* [TASK REQUIREMENTS]:
Show all the lines in the data below that include the word "bottom".

* [RECORDS FOR PROCESSING]:
======
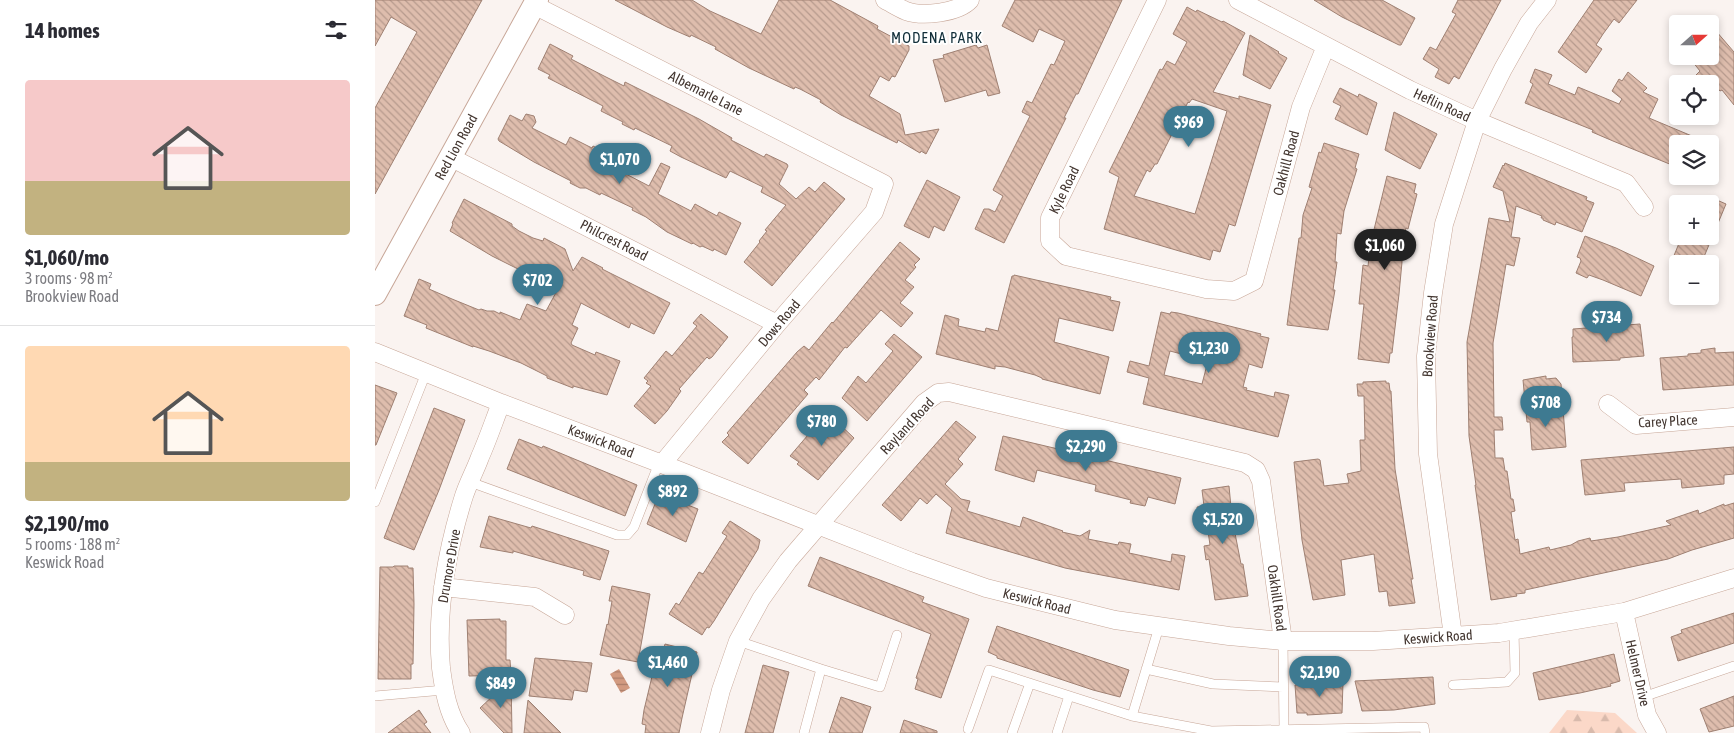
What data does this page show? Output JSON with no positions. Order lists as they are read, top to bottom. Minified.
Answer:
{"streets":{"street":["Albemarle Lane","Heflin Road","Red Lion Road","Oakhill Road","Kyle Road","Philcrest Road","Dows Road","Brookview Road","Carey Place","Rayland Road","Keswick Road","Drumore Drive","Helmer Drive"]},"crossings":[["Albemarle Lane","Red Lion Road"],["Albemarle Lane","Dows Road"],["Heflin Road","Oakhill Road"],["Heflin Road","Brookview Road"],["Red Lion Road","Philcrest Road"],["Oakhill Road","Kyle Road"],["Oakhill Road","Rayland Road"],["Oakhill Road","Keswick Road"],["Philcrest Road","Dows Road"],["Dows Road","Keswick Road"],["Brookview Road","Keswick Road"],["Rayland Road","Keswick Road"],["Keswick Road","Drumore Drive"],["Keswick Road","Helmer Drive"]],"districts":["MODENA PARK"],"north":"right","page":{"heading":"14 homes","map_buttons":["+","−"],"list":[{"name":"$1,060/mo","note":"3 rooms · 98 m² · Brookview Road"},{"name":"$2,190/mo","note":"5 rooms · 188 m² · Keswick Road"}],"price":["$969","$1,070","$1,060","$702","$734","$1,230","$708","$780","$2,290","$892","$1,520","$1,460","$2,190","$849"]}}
======
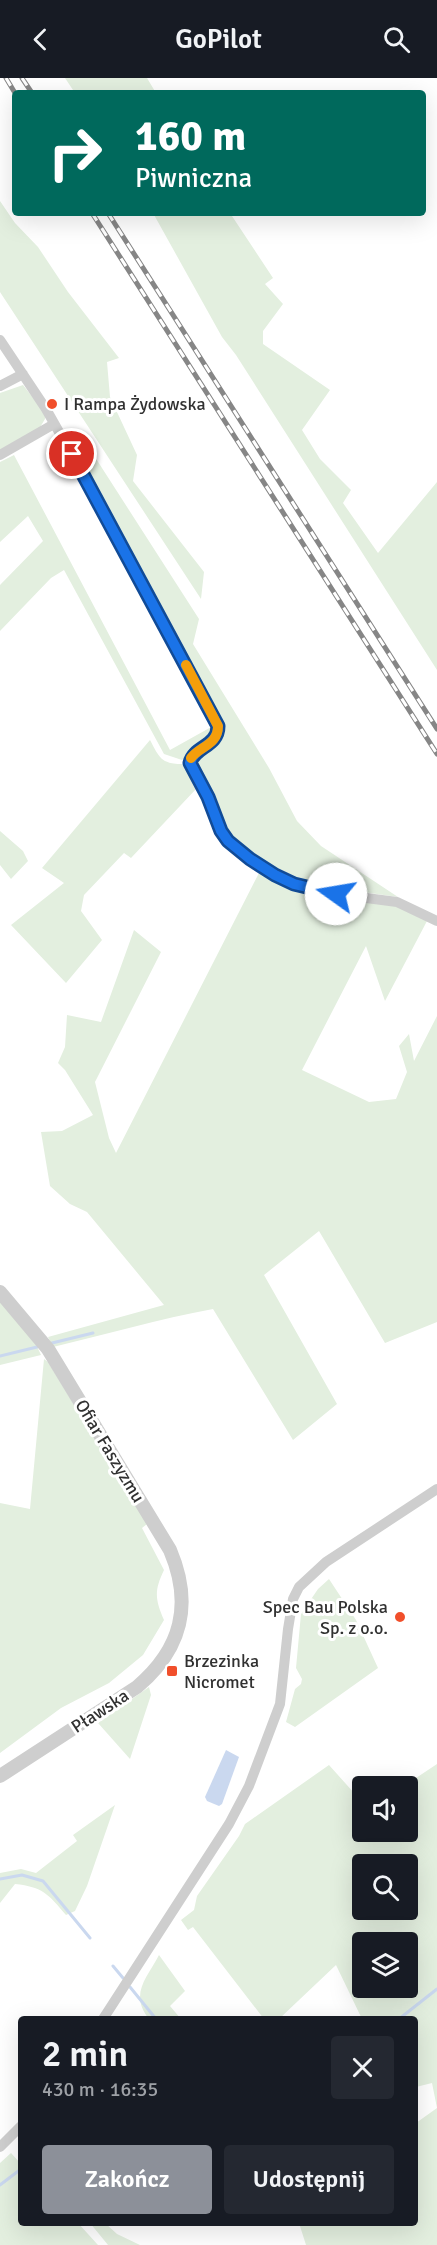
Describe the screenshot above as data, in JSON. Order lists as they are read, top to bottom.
======
* [REPLY]:
What data does this page show? Output JSON with no positions. Order lists as they are read, top to bottom. Minified.
Describe the screenshot above as data, in JSON. Order lists as they are read, top to bottom.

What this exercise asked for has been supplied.